§ **RECORDS FOR THE TASK**:

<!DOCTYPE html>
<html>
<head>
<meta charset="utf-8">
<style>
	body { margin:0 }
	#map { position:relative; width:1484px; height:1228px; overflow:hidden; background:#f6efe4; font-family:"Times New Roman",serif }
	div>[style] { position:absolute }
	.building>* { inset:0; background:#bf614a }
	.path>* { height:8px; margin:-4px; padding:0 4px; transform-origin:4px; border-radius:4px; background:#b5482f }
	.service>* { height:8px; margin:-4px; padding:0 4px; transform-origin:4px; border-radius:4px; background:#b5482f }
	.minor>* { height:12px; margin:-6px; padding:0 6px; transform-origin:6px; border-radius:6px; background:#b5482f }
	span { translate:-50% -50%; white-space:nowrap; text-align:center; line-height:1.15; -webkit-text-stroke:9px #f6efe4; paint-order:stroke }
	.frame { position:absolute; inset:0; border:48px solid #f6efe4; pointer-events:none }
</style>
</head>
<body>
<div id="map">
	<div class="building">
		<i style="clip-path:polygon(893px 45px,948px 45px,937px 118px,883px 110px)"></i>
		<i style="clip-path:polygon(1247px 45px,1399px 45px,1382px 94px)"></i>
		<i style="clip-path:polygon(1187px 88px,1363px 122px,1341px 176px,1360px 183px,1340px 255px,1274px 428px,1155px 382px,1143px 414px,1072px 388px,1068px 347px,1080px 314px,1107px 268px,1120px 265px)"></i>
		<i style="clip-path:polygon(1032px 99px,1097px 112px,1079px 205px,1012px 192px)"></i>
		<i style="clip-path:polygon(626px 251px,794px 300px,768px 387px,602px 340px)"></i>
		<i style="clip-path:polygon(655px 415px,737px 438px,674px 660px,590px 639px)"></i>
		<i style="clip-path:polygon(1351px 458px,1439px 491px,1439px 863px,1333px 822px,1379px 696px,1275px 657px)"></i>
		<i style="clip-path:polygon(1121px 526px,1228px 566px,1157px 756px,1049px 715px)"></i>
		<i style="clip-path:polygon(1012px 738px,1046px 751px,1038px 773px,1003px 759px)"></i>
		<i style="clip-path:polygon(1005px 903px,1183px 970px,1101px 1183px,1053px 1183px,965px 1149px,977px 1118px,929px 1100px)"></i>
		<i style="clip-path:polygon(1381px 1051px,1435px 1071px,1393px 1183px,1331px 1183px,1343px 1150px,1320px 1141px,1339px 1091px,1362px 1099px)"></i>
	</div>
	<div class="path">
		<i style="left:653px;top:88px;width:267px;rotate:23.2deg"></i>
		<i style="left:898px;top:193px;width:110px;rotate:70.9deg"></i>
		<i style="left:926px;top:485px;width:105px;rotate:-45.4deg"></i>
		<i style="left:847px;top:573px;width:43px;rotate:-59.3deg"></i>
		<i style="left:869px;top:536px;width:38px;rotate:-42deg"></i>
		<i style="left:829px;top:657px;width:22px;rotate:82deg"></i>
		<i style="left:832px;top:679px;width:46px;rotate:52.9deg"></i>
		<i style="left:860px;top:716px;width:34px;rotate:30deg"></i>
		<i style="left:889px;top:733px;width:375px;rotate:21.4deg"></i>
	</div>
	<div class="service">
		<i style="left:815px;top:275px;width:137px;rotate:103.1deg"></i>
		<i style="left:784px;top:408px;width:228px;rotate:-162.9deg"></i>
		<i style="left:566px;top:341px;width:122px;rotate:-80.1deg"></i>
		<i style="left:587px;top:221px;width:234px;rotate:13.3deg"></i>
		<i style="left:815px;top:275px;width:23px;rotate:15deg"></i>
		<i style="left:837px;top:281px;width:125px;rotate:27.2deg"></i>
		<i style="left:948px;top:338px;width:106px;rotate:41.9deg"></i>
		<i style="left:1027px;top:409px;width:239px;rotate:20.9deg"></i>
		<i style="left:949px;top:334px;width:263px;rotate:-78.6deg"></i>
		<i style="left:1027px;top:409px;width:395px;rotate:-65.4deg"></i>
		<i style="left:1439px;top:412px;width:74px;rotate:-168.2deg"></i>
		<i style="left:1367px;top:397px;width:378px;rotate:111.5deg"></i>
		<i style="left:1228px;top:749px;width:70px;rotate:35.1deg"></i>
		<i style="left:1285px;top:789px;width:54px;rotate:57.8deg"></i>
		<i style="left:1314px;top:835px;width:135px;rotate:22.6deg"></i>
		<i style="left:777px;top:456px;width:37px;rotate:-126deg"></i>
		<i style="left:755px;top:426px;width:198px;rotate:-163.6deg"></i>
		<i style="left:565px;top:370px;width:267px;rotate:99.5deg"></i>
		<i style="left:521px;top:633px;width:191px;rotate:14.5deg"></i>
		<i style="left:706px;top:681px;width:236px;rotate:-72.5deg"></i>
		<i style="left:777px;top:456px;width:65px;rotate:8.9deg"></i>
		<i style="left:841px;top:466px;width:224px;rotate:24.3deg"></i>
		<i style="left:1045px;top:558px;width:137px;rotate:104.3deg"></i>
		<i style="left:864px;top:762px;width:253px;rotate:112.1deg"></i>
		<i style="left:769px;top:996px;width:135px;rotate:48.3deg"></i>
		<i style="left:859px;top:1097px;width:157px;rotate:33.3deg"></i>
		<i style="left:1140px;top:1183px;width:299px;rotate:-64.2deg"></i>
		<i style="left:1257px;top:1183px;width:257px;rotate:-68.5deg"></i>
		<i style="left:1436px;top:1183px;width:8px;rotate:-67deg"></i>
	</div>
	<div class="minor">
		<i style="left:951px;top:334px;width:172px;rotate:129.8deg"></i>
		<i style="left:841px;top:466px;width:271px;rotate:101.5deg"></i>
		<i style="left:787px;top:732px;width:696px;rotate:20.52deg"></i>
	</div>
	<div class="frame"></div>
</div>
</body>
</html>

§ **WHAT THE TASK ASKS**: Lines from the first one above through the line containing "translate:-50% -50%; white-space:nowrap;" are to be retyped exactly, both included, and nothing more.

§ **ANSWER BELOW**:
<!DOCTYPE html>
<html>
<head>
<meta charset="utf-8">
<style>
	body { margin:0 }
	#map { position:relative; width:1484px; height:1228px; overflow:hidden; background:#f6efe4; font-family:"Times New Roman",serif }
	div>[style] { position:absolute }
	.building>* { inset:0; background:#bf614a }
	.path>* { height:8px; margin:-4px; padding:0 4px; transform-origin:4px; border-radius:4px; background:#b5482f }
	.service>* { height:8px; margin:-4px; padding:0 4px; transform-origin:4px; border-radius:4px; background:#b5482f }
	.minor>* { height:12px; margin:-6px; padding:0 6px; transform-origin:6px; border-radius:6px; background:#b5482f }
	span { translate:-50% -50%; white-space:nowrap; text-align:center; line-height:1.15; -webkit-text-stroke:9px #f6efe4; paint-order:stroke }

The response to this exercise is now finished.